Katherine Conlee Atwood was born on December 14, 1942, in Bakersfield, California, the daughter of David Stoddard and Helen Reed Atwood. She was educated in public schools before attending Mills College, where she received a bachelor of arts degree in theatre arts in 1964, and the University of California, Davis, where she received a master’s degree in theatre arts in 1966. She moved to Ashland in 1969 to work as an intern with Richard Hay, the principal set designer at the Oregon Shakespeare Festival. At OSF, Atwood met Robertson Collins of Jacksonville, a local philanthropist, preservationist, and community leader who played an important role in Jacksonville’s history-based economic resurgence. Collins recommended Atwood for a position as an exhibit designer for the Southern Oregon Historical Society. It was at SOHS that Atwood found her calling in Oregon history.

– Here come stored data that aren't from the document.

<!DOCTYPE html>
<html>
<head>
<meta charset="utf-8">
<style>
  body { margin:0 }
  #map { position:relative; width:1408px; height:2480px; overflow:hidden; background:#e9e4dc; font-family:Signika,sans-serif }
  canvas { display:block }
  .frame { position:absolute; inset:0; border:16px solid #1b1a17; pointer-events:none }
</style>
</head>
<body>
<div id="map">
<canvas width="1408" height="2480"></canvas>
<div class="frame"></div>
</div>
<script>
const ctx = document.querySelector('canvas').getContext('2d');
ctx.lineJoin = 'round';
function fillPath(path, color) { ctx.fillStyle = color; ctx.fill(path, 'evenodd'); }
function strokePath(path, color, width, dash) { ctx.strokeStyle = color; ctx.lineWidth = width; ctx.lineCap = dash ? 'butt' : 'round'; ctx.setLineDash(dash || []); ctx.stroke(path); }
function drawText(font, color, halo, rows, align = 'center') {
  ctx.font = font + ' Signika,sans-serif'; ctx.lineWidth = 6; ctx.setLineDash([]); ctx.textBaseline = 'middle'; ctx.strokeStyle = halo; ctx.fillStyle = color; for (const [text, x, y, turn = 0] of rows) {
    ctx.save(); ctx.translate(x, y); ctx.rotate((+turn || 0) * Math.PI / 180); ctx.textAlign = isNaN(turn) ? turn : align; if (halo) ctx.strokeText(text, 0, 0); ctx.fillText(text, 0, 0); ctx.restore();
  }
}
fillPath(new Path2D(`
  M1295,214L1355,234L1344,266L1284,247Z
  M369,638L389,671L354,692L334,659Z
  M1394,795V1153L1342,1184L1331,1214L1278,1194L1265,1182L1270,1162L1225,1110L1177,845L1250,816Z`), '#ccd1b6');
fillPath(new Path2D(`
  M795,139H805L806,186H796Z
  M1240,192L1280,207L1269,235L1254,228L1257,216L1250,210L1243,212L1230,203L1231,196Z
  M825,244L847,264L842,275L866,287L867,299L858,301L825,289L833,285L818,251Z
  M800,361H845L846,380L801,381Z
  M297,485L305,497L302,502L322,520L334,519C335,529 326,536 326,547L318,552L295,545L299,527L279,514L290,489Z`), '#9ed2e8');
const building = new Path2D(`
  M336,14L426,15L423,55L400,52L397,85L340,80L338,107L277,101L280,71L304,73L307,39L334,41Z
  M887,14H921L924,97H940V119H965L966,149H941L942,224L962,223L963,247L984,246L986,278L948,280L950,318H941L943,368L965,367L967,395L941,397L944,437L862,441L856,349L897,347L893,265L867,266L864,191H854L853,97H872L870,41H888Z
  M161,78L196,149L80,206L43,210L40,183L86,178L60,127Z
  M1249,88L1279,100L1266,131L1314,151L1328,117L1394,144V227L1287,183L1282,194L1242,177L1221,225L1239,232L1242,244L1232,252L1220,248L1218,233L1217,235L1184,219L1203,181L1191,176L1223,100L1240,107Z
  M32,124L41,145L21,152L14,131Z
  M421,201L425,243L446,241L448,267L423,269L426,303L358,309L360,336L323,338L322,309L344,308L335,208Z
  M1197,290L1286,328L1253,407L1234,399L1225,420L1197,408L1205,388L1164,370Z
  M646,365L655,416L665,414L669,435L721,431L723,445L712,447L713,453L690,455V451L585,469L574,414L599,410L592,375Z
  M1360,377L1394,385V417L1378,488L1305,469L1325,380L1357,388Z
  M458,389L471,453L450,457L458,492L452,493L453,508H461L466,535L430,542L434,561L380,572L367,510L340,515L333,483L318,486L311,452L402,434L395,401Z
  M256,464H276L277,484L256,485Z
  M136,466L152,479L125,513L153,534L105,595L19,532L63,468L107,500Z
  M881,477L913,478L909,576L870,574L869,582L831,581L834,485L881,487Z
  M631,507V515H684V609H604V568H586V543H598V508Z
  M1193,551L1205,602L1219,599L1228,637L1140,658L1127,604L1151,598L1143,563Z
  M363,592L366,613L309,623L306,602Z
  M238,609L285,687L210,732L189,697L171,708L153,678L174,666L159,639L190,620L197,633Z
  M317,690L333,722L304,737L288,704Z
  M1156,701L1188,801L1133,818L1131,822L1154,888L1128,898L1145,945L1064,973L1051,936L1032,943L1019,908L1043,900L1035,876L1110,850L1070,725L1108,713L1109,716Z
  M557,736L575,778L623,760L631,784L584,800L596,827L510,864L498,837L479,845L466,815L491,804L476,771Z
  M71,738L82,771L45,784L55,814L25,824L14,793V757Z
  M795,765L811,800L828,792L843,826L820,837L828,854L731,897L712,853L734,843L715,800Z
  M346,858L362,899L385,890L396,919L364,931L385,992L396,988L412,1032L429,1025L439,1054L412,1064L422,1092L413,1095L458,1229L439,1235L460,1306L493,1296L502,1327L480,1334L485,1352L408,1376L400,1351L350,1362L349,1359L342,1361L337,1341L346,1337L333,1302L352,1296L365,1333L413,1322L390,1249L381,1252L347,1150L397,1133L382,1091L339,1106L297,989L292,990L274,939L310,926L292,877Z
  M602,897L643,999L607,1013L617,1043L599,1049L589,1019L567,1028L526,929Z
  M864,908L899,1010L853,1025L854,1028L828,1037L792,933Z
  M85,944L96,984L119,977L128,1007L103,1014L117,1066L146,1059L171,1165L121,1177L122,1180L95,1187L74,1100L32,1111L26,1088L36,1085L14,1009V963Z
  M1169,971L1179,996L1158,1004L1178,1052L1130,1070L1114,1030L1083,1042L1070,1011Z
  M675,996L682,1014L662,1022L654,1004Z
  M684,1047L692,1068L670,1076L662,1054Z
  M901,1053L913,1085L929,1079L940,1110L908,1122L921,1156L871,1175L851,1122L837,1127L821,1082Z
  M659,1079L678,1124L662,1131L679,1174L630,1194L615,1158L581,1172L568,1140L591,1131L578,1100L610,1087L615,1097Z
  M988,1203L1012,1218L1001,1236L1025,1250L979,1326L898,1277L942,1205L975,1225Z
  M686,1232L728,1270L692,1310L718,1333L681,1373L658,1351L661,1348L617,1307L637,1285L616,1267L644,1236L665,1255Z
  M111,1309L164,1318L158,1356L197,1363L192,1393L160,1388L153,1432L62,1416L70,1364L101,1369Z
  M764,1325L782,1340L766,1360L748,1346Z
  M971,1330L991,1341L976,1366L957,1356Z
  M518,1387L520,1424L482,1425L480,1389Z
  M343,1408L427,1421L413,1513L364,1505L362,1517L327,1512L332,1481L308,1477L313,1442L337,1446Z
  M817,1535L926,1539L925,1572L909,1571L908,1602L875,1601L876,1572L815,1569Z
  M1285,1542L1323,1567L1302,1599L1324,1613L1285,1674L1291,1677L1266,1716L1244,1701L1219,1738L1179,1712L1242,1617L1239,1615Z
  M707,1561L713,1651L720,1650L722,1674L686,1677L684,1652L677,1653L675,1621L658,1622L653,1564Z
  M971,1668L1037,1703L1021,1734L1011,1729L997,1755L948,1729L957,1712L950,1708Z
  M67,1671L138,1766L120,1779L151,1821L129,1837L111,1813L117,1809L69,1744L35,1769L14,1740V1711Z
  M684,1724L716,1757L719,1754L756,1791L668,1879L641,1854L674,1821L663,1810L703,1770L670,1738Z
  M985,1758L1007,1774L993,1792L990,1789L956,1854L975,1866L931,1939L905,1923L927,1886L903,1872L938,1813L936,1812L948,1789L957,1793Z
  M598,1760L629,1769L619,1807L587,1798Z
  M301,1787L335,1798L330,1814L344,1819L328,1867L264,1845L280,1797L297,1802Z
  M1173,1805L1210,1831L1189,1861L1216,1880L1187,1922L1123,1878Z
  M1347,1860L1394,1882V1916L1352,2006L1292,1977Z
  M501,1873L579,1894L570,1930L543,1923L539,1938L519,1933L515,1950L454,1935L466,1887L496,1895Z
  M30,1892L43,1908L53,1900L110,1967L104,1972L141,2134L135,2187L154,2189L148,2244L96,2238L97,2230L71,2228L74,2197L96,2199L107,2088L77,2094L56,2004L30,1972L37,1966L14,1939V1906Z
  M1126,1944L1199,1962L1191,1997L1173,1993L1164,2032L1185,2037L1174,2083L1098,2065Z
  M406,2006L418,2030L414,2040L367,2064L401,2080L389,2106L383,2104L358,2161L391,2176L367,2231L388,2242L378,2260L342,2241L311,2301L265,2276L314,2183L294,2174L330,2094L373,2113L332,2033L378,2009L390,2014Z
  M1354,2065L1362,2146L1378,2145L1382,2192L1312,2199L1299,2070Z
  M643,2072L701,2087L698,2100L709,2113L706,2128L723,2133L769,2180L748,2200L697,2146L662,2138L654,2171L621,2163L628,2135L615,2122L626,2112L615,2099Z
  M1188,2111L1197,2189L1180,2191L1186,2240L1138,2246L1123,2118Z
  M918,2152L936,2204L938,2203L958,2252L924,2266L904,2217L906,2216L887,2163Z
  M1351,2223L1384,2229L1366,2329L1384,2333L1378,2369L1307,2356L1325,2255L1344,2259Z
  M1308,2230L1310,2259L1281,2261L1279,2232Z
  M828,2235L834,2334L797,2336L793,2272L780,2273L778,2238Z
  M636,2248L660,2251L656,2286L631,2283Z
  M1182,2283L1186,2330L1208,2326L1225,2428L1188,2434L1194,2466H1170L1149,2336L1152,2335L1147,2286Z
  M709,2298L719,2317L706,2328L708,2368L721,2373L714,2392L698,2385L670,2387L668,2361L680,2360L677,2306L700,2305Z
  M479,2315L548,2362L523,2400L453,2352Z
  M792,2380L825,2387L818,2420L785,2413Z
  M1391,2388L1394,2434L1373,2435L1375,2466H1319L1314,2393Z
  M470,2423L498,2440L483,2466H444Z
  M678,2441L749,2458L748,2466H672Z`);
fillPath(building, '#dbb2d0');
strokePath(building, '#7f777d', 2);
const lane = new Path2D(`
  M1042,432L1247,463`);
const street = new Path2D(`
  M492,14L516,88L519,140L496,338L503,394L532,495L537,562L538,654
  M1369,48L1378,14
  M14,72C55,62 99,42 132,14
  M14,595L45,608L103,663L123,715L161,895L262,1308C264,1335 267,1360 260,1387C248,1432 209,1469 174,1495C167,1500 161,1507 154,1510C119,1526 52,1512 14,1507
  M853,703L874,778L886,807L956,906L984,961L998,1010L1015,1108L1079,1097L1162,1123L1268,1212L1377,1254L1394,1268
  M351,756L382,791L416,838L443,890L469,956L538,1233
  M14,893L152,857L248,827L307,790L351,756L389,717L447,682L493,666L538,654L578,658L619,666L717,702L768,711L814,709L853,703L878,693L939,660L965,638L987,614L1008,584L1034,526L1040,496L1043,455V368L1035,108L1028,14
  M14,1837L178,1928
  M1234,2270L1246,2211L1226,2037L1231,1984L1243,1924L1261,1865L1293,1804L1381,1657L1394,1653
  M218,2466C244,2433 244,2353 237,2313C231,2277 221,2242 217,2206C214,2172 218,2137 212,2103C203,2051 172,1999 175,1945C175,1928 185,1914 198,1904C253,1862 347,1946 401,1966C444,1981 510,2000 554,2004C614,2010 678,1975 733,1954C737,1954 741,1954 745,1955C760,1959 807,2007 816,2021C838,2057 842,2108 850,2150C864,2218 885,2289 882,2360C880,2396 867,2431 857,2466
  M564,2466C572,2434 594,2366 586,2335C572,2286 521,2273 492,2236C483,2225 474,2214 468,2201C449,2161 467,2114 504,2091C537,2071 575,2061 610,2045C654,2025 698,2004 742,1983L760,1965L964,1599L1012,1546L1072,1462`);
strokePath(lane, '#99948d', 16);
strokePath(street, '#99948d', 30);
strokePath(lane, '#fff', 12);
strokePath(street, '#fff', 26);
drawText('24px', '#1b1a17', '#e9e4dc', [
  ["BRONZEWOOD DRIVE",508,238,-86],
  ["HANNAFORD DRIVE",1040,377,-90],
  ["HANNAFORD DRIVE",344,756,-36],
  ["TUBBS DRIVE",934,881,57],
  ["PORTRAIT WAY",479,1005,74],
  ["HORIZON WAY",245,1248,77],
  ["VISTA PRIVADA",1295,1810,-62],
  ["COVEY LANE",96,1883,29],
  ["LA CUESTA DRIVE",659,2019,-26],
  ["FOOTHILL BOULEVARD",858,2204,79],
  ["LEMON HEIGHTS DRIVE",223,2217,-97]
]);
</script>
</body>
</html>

Through SOHS and also on her own, Atwood researched and published books on local history. Under contract to the U.S. Forest Service and the Bureau of Land Management, she researched the area’s timber history and the early settlement of the Rogue River Canyon. She also did work for the Jackson County Intermediate Education District, including conducting oral history interviews with locals, which were published as Jackson County Conversations in 1975. As part of the district’s commemoration of the 1976 Bicentennial, Atwood wrote an elementary school curriculum on the history of Chinese, Blacks, and Jews in southern Oregon, among the first efforts to document the contributions of those groups to the area’s nineteenth-century history.
Over her more than three-decade career as a historian, Atwood extensively documented the work of architect Frank Chamberlain Clark, undertook multiple property submittals on USFS Fire Lookouts and Ashland’s Historic Cemeteries, prepared the first historic surveys of Ashland and Jackson and Josephine Counties, and wrote dozens of nominations to the National Register of Historic Places. Illahee: The Story of Settlement in the Rogue River Canyon, which Atwood published herself in 1978, documents the history of mid-nineteenth to early twentieth-century homesteading. Illahee was republished in 2002 and remains an important work on that isolated area.
Other books followed, including Blossoms & Branches (1980), a history of southern Oregon orcharding; An Honorable History (1985), on early medical practice in Jackson County; and Mill Creek Journal (1987), on the founding of Ashland. Her last book, Chaining Oregon: Surveying the Public Lands of the Pacific Northwest, 1851–1855 (2008), is a history of Oregon’s first land surveys and the men who established range and township lines in the state. Many of Atwood’s books are illustrated with her own pen-and-ink drawings and maps and were delivered to bookstores by Atwood’s husband, David Strother, whom she married in September 1982.
Atwood’s skill as a historian and her talent for narrative led to service with several institutions focused on Oregon history. Beginning in 1991, she was a longtime member of the editorial advisory board of the Oregon Historical Quarterly, and she served on the Oregon State Historical Records Advisory Committee, the State Advisory Committee on Historic Preservation, and the board of the Historic Preservation League of Oregon (now RestoreOregon). In 1995, Atwood received the Preservation League’s Ruth McBride Powers Award for lifetime achievement in historic preservation. Her work also was honored with the Southern Oregon Historical Society Heritage Award in 2006.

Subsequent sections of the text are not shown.